Like political junkies around the Commonwealth, blogger Tom Devine marked the death of Teddy Kennedy with some reminiscing about the senator—albeit with a trademark Devinian twist.
Devine recounts his sort-of up-close-and-personal encounter with Kennedy at the 2004 Democratic convention in Boston, which he described as a can’t-miss political event, regardless of one’s philosophical leanings. (“[D]espite the fact that I wouldn't vote for John Kerry or John Edwards for dogcatcher, let alone president, I decided I must go.”) Hardly a Democratic insider, the Libertarian Devine found himself running into dead ends in his search for entrée into the convention, until he called on former Springfield City Councilor Mitch Ogulewicz, an old pal of Kerry’s.

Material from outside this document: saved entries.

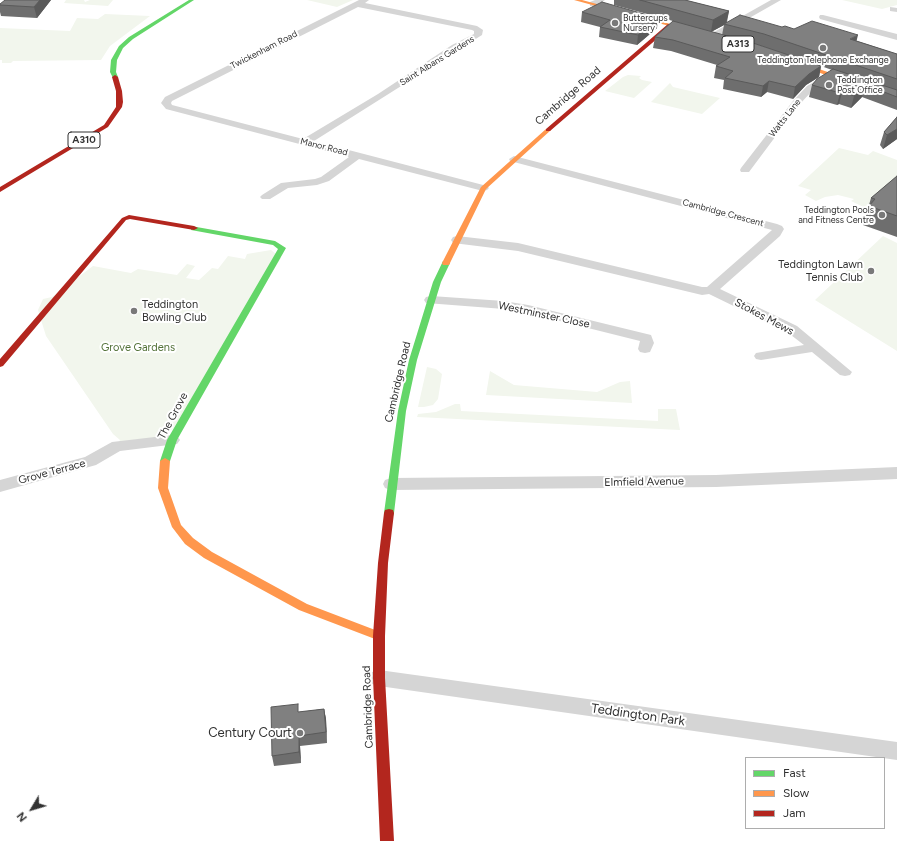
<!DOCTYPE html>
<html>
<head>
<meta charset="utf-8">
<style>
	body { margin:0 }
	#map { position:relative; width:897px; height:841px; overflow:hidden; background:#fff; font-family:Figtree,sans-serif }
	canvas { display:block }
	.legend { position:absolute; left:745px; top:757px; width:140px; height:72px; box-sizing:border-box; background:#fff; border:1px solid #adadad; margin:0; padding:5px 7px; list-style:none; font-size:12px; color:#313131 }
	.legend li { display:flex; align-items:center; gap:8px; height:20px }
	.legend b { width:20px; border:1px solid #adadad }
	.north { position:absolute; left:12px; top:789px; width:40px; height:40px; -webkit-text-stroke:3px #fff; paint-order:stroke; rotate:232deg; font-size:11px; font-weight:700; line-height:16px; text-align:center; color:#313131 }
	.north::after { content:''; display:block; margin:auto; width:14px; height:18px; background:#313131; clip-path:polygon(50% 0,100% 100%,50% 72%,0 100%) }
</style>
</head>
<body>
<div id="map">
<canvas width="897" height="841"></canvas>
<ul class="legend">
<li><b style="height:5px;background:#63d668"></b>Fast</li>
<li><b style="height:5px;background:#ff974d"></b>Slow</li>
<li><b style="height:5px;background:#b3261e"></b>Jam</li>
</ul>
<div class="north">N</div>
</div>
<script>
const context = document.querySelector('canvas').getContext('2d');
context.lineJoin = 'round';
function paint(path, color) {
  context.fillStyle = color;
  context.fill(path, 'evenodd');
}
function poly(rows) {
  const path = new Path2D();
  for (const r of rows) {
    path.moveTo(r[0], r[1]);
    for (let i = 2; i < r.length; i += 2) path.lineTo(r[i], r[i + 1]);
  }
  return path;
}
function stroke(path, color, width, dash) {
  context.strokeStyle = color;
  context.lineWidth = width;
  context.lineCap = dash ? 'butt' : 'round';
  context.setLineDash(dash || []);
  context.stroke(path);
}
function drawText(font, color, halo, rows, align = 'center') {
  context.font = font + ' Figtree,sans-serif';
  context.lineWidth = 4;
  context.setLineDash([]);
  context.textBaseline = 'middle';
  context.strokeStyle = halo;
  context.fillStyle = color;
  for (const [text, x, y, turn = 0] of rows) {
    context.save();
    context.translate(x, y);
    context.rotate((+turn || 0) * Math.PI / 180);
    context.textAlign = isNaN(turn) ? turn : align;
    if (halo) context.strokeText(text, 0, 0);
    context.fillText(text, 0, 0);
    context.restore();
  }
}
const green = poly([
	[66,0,84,0,85,2,90,0,113,0,108,6,64,3],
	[307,0,353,0,337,7],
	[842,0,897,0,897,5,882,9],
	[105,14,150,16,110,46,101,60,13,61,11,63,2,63,2,60,0,60,0,28,70,31,77,18,98,19],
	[628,75,641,76,639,78,642,80,652,82,634,98,605,91,623,77],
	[670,83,673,87,720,98,702,114,651,102],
	[839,148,868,155,873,151,897,160,897,189,872,211,851,201,854,199,838,195,825,197,816,201,805,195,811,190,798,186],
	[883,236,897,243,897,351,815,300],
	[271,250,281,258,173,429,162,436,130,443,119,442,120,440,113,434,46,336,38,310,43,299,52,297,93,266,131,273,138,269,177,275,187,264,195,266,186,278,199,280,212,268,218,269,228,256,245,259,247,254],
	[427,367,436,369,442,374,438,399,433,405,424,407,418,407],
	[490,371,514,385,597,392,620,382,630,381,632,403,486,395],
	[455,404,460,404,461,411,658,421,658,409,676,409,680,430,417,417,418,414,436,412]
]);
const street = poly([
	[359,0,369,0,365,3,477,26,483,30,482,35,314,141,487,186,489,188,487,190,483,191,359,159,329,181,317,185,288,188,270,199,262,199,260,197,262,195,281,183,315,179,321,177,349,157,166,109,161,103,165,97,359,0],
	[358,7,472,30,474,31,474,34,452,45,378,94,303,139,172,105,171,103,172,101,358,7],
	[595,0,605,0,596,6,590,6,590,2,595,0],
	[771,0,781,0,714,38,708,38,707,36,771,0],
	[890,7,897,8,897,12,890,11,890,7],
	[820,15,823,15,897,34,897,40,820,19,819,17,820,15],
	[828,74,833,77,831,79,813,90,799,105,749,172,741,172,740,170,741,168,793,101,807,86,828,74],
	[514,156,777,224,782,226,784,229,780,236,720,289,797,326,852,372,850,375,845,376,840,375,812,352,761,360,756,359,754,356,756,353,804,345,787,332,709,294,702,295,518,251,453,243,451,240,453,237,457,236,518,243,702,287,707,287,772,230,510,161,509,159,514,156],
	[431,296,504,301,528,305,651,335,654,343,650,352,645,353,640,352,638,349,640,341,528,313,504,309,426,303,424,300,426,297,431,296],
	[172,435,177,436,180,440,177,444,120,451,96,465,0,492,0,480,85,457,112,442,172,435],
	[897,467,897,479,716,487,391,490,385,488,383,484,385,480,391,478,716,475,897,467],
	[379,670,897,742,897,760,379,686,372,684,369,678,372,672,379,670]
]);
const fast = poly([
	[189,0,194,0,133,39,123,48,117,60,116,72,118,77,113,78,110,72,111,60,119,46,129,37,189,0],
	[191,226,275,241,286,248,177,440,170,461,165,464,160,461,167,440,278,249,273,245,191,230,191,226],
	[443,261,449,261,450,263,441,282,417,360,406,411,394,513,393,516,389,517,385,516,384,513,398,411,409,360,433,282,443,261]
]);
const slow = poly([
	[574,0,582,0,700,32,695,33,574,0],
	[789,60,793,60,897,96,897,100,789,62,789,60],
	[546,129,551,130,486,189,450,263,449,265,443,265,442,263,481,187,546,129],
	[165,458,170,461,168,488,181,525,193,538,212,552,307,604,383,633,385,636,383,639,379,641,375,639,299,610,204,558,185,544,172,527,158,488,160,461,165,458]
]);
const jam = poly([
	[668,24,673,25,550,131,546,131,546,129,668,24],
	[115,75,118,77,122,91,123,102,122,107,108,127,0,192,0,187,104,125,116,107,116,91,112,77,115,75],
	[129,215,194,226,198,228,194,230,130,219,126,220,3,366,0,367,0,359,122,218,129,215],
	[389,509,393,510,394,513,388,563,385,636,385,678,394,841,380,841,373,678,373,636,378,563,384,513,385,510,389,509]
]);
const wall = poly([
	[51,0,37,18,1,16,0,12,0,4],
	[614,0,685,0,729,11,727,22,794,29,857,41,897,54,897,110,862,97,851,108,839,104,837,105,809,97,812,85,832,70,821,66,819,77,806,85,793,99,767,92,761,97,723,89,724,80,714,78,716,66,717,65,671,51,653,48,655,37,673,21,614,5],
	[724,25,722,35,761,46,802,60,711,32],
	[582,12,657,28,637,45,599,37,600,27,581,22],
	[897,117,897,139,883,149,880,145,884,132],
	[897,176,897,237,863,225,871,198],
	[324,709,326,719,327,743,300,746,301,763,274,766,272,756,299,712]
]);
const shadedWall = poly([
	[40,0,51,0,37,18,34,7],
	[729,11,726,23,724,24,724,25,711,32,713,20],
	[658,18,657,28,637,45,638,35],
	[858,35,855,47,850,39],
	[821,66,819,77,806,85,793,99,795,87,809,74],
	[769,81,767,92,761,97,763,86],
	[866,85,862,97,851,108,854,96],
	[842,92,839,104,837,105,840,93],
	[897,129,897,139,883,149,887,135],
	[324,709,326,719,327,743,326,732],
	[299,736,300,746,301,763,299,752]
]);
const building = poly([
	[5,0,40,0,34,7,0,5,0,4,5,0],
	[640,0,685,0,729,11,713,20,640,0],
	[602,2,658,18,638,35,600,27,610,20,582,12,602,2],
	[740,15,782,27,785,26,794,29,812,21,858,35,850,39,897,54,897,79,764,34,724,24,740,15],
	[673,21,753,43,821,66,809,74,795,87,769,81,763,86,725,78,733,71,716,66,730,57,673,40,655,37,673,21],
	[833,69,897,90,897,97,866,85,854,96,842,92,840,93,812,85,817,79,833,69],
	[897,117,897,129,887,135,884,132,897,117],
	[897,176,897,216,869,206,875,199,871,198,897,176],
	[298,704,298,712,324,709,326,732,299,736,299,752,272,756,271,707,298,704]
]);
const markers = [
	[615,23,4,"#797979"],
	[823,48,4,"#797979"],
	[829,85,4,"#797979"],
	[882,215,4,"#797979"],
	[871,271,4,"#797979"],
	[134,311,4,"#797979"],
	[300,733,4,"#797979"]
];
const farPoinames = [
	["Buttercups",623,18],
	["Nursery",623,28],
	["Teddington Telephone Exchange",823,60,"center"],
	["Teddington",837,80],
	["Post Office",837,90],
	["Teddington Pools",874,210,"right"],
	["and Fitness Centre",874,220,"right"]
];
const farStreetnames = [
	["Twickenham Road",264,50,-27],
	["Saint Albans Gardens",437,61,-32],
	["Watts Lane",785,118,-52],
	["Manor Road",324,147,14],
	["Cambridge Crescent",723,213,15]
];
const shields = [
	[738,44,32],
	[84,140,32]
];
const shieldNames = [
	["A313",738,44],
	["A310",84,140]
];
const streetNames = [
	["Cambridge Road",568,96,-41],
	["Westminster Close",544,315,12],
	["Stokes Mews",764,317,28],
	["Cambridge Road",398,382,-77],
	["The Grove",173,416,-62],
	["Grove Terrace",52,472,-15],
	["Elmfield Avenue",644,482,-1],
	["Cambridge Road",368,707,-92]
];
const poiNames = [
	["Teddington Lawn",863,265],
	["Tennis Club",863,278],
	["Teddington",142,305,"left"],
	["Bowling Club",142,318,"left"]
];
const parkNames = [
	["Grove Gardens",138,348]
];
const nearStreetnames = [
	["Teddington Park",638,715,8]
];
const nearPoinames = [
	["Century Court",292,733]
];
paint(green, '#f2f6ed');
paint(street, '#d5d5d5');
paint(fast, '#63d668');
paint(slow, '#ff974d');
paint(jam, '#b3261e');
paint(wall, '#6e6e6e');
paint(shadedWall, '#5a5a5a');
paint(building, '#808080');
stroke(building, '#5a5a5a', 1);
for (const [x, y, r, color] of markers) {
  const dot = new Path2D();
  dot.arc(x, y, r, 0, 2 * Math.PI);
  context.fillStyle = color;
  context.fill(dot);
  stroke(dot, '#fff', 1.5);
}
drawText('9px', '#313131', '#fff', farPoinames, 'left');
drawText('9px', '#313131', '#fff', farStreetnames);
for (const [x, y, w] of shields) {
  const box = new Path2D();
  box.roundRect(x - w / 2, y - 8, w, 16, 3);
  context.fillStyle = '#fff';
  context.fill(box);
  stroke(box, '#313131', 1);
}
drawText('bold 10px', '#313131', null, shieldNames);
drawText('11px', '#313131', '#fff', streetNames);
drawText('11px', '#313131', '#fff', poiNames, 'right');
drawText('11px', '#537239', '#fff', parkNames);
drawText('13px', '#313131', '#fff', nearStreetnames);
drawText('13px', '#313131', '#fff', nearPoinames, 'right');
</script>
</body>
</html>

“Mitch is usually a great person to go anywhere with if there is a big crowd . … Somehow Mitch always manages not just to get in, but to also get the best seats,” Devine writes. In the end, even the charmed Ogulewicz wasn’t able to sneak Devine into the convention, although he did help him slide into a few pre-convention parties and get a few photos of Kennedy getting into his car, despite the efforts of one of the senator’s “security goons.”
Kennedy wasn’t the only notable political figure to die in recent weeks; former Hampden County DA Matty Ryan also passed away. Ryan’s death was largely overshadowed by Kennedy’s, and the coverage he received was certainly not as laudatory as that given Kennedy (see, for instance, the Springfield Republican’s warts-and-all story announcing his death). The most intriguing piece I’ve read on Ryan’s legacy was also by Devine, who addressed the complexities of a District Attorney known for his handball-playing dates with local mobsters. To Devine, Ryan’s “mob friendships” made a certain sense, allowing him to keep a close eye on underworld activities and, some speculated, cut deals to at least temper some of those activities.
Devine also considers another of the controversies surrounding Ryan: his refusal to prosecute the Rev. Richard Lavigne for allegedly murdering altar boy Danny Croteau in 1972. “People forget how untouchable the Catholic Church was in those years, and how many would have condemned Ryan for attacking the church—of which Ryan himself was a member. In fact to this day there are those who say that the Croteau case was overblown in the media in order to embarrass the church,” Devine writes.
“Lavigne was also a political figure, especially prominent in the anti-war movement. Had he been prosecuted, it would have splashed mud on an entire young generation of aspiring Democrat Party leaders, many of whom went on to become city councilors, mayors and beyond.” Prosecuting the priest would also have raised public questions about the murdered boy’s sexual orientation, “in an era of high homophobia," Devine wrote.
“[D]espite these risks Ryan was still wrong,” Devine continued. “Danny Croteau was a victim of an evil web of hypocrisy and denial in a crime that still cries out for justice. But it would have taken an extraordinary person to face the firestorm that such a prosecution would have caused, with no guarantee that in the end Lavigne would have been convicted. That Ryan was not the superman who could face all that may show that he was weak and that he was human, but not that he was evil.”
(On a parenthetical, and much lighter, note, Devine’s essay on Ryan contains this anecdote about once-and-future Mayor Charlie Ryan’s defeat by Mike Albano in the 1995 mayoral campaign: As supporters were leaving Ryan’s headquarters that night, Devine writes, a group of young male Albano supporters—offering a preview of the classy behavior that would characterize the Albano years—sped by, yelling taunts and mooning them. Any guesses about which asses those bare asses belonged to?)